A Champion for Milwaukee
What provided a $5.4 billion boost to the greater Milwaukee area economy last year and supported more than 51,000 jobs?
The answer, of course, is tourism. However, if you ask who brought the tourists in, your answer would have to include Alverno alumna Megan Husband ’08.
Husband, who majored in Professional Communication at Alverno, is a convention sales manager for VISIT Milwaukee. The short story is that she helps the city land lucrative conferences and conventions, which fill hotels and bring in thousands of visitors to restaurants, museums and other attractions.
“I love what I do. No two days are alike,” says Husband who, for the past decade, has specifically focused on hosting religious groups, hobbyists, national associations and corporations in the greater Milwaukee area.
The longer story is the amount of work and time that Husband, in collaboration with colleagues at VISIT Milwaukee and around the city, logs in order to land those deals, which can be years in the making.
Take the 68th Women’s International Convention and Crusade, held in Milwaukee earlier this year. Approximately 10,000 women from a predominantly African-American congregation came to Milwaukee for their annual weeklong gathering. The event is estimated to have had a $12.5 million impact on the city.
“That took years of networking, multiple proposals and bids. That was a huge win for everyone involved,” says Husband, naming the conference as one of her most proud professional achievements.

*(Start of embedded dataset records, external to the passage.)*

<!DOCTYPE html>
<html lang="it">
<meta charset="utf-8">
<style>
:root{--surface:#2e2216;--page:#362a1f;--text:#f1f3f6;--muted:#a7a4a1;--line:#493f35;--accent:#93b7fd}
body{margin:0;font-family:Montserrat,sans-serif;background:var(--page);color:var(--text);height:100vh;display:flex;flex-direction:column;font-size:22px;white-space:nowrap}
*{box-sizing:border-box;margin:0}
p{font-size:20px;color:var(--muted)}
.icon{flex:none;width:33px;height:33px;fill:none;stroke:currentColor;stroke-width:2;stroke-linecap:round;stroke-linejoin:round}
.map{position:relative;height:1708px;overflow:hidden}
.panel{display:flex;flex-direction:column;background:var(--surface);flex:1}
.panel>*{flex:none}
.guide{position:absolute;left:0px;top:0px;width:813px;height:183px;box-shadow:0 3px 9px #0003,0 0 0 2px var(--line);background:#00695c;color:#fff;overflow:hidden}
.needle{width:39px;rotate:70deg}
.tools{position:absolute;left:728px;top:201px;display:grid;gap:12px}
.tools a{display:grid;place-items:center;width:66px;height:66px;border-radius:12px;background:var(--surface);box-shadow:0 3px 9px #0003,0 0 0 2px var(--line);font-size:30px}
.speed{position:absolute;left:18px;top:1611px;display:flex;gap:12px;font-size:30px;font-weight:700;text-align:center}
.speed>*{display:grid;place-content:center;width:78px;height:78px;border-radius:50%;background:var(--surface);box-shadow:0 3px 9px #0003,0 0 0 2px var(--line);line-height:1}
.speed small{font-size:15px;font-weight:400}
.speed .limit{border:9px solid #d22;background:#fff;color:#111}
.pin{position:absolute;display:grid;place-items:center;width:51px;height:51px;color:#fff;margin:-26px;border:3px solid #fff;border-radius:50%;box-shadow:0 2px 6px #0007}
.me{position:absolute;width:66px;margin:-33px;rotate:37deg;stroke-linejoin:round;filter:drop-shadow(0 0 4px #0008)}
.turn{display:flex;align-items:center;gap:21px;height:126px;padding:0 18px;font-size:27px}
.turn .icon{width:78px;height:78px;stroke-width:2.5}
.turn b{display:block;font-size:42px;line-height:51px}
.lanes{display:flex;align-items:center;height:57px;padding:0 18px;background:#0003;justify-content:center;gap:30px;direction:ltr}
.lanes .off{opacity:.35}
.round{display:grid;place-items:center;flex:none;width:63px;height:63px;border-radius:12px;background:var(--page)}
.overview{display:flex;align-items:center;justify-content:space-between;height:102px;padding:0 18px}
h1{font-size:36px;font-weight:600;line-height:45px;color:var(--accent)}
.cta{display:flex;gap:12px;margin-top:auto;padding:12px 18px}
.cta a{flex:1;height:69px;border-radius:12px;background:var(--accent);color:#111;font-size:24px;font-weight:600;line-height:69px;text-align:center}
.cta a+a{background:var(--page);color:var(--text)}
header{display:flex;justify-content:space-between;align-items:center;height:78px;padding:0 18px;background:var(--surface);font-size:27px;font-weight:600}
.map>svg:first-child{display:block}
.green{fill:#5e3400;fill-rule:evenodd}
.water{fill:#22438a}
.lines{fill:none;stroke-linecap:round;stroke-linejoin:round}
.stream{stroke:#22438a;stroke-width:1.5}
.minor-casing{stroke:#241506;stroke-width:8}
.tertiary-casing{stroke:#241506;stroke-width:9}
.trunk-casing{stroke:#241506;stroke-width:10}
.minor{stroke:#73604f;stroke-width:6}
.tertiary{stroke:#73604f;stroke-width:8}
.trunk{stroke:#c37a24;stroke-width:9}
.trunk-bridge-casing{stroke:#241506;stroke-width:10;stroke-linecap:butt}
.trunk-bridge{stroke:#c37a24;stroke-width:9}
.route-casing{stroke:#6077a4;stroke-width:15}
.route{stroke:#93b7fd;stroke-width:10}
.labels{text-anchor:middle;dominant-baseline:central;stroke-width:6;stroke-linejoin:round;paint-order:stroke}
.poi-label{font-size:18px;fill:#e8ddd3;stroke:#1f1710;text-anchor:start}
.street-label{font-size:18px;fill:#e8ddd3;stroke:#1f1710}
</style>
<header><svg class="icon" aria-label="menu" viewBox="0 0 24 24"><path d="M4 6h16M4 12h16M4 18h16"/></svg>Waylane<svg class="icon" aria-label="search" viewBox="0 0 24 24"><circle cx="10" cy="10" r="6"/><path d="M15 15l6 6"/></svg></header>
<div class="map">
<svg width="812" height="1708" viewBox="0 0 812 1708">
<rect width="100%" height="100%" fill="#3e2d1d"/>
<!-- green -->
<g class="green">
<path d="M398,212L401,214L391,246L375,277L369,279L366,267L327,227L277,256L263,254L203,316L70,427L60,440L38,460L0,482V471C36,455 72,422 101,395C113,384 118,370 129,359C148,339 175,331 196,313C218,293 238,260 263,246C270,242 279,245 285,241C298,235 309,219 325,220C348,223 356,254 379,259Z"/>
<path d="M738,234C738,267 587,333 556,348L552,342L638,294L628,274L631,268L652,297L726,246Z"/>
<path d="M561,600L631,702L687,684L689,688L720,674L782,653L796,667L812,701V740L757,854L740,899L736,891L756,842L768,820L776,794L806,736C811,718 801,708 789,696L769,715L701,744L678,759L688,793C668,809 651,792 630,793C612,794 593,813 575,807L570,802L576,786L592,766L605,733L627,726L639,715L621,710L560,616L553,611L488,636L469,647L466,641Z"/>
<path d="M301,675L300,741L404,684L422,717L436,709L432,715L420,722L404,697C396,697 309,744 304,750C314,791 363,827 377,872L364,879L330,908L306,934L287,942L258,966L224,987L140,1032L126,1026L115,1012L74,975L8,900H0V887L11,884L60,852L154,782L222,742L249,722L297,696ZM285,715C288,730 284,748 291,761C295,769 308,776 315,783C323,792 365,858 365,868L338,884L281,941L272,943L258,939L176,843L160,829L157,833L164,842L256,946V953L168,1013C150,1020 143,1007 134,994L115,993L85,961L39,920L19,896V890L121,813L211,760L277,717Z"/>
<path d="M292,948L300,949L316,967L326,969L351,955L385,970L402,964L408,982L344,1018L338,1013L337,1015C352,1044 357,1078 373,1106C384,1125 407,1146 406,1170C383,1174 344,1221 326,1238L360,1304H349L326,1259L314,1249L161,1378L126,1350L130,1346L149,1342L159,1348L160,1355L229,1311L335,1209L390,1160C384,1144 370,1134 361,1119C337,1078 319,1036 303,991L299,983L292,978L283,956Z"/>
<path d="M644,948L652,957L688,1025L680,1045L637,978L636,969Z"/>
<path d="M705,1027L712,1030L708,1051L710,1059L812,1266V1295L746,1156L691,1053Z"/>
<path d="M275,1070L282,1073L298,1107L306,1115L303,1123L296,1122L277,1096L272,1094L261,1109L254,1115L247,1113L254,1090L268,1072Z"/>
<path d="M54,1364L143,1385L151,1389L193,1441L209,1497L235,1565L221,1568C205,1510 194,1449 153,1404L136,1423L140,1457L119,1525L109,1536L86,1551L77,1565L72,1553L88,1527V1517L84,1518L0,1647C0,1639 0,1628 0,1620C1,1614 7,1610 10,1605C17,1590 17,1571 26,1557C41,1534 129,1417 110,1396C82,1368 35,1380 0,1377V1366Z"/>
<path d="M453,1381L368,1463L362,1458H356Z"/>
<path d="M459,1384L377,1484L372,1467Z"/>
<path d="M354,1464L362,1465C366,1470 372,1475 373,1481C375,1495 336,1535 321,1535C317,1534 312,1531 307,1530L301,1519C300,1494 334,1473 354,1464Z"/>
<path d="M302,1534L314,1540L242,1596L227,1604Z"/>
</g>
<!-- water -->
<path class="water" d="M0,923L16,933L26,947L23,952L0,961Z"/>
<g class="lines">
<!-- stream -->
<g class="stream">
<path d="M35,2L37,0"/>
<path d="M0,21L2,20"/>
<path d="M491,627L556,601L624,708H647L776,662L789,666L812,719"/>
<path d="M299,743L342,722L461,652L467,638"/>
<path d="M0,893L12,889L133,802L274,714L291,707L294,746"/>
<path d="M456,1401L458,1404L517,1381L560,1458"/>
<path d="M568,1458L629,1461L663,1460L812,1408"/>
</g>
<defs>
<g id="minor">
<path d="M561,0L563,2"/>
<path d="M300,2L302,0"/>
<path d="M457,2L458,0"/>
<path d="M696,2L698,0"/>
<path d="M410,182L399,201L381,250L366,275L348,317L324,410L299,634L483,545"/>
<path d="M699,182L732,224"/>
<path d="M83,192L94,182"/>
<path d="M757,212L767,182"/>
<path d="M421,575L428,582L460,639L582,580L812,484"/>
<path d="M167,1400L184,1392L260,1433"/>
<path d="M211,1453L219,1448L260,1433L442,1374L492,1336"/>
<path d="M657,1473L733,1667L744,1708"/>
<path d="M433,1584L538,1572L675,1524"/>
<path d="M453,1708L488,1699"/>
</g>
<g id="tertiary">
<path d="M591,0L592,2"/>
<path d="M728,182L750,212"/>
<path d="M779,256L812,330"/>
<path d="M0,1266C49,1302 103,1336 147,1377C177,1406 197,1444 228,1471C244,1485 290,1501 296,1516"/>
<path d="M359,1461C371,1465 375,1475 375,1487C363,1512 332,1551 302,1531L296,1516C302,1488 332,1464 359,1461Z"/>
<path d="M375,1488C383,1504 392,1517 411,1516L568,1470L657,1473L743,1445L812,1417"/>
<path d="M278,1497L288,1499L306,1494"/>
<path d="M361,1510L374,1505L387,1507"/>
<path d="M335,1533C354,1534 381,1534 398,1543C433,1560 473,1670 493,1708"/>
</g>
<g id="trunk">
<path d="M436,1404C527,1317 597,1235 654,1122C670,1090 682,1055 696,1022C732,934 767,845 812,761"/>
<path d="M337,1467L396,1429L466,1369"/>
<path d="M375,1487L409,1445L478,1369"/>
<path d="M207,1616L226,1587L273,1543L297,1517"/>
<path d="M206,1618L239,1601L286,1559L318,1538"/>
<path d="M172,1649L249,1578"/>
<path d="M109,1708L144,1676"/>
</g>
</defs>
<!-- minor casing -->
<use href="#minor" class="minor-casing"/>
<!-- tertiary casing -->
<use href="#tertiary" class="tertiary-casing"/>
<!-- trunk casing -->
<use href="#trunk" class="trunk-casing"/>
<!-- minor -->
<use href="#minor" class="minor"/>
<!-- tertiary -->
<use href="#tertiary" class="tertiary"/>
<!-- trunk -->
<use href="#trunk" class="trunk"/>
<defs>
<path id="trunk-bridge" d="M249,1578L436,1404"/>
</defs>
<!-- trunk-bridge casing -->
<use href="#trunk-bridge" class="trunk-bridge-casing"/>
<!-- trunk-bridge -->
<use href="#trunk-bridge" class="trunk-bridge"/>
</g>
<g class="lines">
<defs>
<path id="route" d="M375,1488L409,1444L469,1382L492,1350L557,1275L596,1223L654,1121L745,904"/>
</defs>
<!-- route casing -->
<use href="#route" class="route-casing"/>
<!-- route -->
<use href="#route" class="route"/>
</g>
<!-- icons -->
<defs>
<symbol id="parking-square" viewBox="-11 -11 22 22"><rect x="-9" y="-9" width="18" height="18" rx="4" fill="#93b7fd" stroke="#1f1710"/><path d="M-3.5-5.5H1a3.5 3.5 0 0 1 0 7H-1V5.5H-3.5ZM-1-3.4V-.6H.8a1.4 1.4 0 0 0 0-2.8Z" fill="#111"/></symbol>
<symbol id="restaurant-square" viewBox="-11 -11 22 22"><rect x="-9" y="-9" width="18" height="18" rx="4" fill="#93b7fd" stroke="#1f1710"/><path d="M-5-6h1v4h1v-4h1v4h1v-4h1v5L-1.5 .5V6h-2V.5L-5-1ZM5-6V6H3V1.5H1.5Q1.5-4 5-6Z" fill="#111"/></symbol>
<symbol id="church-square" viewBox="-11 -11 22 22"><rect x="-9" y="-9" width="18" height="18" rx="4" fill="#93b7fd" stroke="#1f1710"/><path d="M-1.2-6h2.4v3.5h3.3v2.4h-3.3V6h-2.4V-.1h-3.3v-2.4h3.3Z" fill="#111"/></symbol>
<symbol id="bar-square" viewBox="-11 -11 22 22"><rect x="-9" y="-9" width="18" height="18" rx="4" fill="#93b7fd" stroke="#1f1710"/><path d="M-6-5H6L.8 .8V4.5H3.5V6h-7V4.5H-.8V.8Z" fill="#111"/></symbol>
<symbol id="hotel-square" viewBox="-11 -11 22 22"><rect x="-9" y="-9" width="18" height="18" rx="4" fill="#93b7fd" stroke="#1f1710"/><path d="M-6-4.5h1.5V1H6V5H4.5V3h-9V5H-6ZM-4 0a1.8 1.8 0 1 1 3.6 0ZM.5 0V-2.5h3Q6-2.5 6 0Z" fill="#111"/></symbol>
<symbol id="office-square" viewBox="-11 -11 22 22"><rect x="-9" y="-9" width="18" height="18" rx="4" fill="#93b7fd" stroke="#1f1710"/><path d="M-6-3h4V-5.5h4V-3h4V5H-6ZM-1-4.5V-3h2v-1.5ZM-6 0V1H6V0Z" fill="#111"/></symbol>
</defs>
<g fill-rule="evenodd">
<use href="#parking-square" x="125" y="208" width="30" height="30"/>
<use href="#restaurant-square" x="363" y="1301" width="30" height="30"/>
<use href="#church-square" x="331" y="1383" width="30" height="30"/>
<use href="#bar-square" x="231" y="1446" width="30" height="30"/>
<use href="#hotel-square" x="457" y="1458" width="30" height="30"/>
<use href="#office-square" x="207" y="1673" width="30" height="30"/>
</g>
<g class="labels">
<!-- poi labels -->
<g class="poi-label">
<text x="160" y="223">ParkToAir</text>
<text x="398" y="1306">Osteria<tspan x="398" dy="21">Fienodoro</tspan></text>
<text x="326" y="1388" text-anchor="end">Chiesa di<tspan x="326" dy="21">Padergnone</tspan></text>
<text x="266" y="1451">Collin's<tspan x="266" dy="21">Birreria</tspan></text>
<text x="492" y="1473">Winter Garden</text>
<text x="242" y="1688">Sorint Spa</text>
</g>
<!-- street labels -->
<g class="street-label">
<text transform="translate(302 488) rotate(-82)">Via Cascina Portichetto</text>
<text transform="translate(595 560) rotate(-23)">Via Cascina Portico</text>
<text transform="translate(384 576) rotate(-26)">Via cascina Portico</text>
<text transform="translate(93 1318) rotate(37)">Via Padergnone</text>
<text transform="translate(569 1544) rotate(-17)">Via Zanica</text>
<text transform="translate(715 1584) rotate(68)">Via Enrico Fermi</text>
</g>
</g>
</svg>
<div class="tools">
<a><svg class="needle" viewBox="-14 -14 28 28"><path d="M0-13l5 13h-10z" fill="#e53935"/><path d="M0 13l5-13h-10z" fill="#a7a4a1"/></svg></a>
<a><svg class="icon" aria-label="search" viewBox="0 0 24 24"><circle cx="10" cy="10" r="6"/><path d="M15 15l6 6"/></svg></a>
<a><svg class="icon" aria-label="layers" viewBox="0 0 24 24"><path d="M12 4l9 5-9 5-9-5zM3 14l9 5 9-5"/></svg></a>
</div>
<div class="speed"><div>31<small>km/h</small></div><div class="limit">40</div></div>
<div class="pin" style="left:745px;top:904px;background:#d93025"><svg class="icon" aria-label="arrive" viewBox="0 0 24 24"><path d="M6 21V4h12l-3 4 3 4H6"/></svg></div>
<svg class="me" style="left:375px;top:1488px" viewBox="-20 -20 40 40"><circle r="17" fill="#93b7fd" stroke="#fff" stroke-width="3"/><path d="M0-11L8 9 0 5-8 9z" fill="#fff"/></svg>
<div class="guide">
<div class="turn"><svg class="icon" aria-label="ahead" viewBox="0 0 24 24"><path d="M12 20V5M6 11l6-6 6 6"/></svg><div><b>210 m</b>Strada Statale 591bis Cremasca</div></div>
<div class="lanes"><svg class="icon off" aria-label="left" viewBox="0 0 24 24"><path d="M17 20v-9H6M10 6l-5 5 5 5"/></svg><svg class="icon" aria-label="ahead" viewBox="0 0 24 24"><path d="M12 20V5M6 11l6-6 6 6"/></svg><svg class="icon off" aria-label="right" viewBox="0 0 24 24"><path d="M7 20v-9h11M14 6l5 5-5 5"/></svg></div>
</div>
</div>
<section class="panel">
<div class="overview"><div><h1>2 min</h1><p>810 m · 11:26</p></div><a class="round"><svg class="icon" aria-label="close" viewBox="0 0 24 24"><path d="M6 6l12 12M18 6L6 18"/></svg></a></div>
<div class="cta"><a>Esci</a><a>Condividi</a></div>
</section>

The years of work include putting together a bid on behalf of the entire city. The bid must address the conference venue location, special rates that hotels can offer, the transportation options available, the amenities the city offers a large group, and how the city as a whole can cater to a group of hundreds or thousands of people. Negotiations involve countless moving parts and are subject to constant revision, and the result must be the very best that the city can do. Sound familiar?
“The bid process reminds me of how at Alverno, you can’t just submit a paper and be done. You have to revise it and make it the absolute best paper that you can,” she says. “That’s exactly how it is in the real world. When I submit a bid on behalf of the city, we have to put the city’s best foot forward.”
Submitting the bid isn’t the end, however. The next step is for the conference host to choose finalist cities, which then host site visits. For two to three days, Husband becomes the organization’s tour guide, charged with showing, not just telling, what makes Milwaukee stand out.
“Most people have absolutely no idea what Milwaukee has to offer,” she says. Alternatively, some out-of-towners may have an outdated memory or antiquated view of the city.
While Milwaukee and its residents grapple with economic and social challenges, Husband says visitors immediately notice the city’s vitality and witness the passion of the people and organizations working every day to make it a better place.
“Convention attendees are absolutely blown away,” says Husband. “Milwaukee is easily accessible, architecturally beautiful and vibrant. There is a real energy and passion for our city here. We’re not afraid to welcome people of all backgrounds and to be inclusive. Milwaukee is definitely a hidden gem that we want everyone to experience!”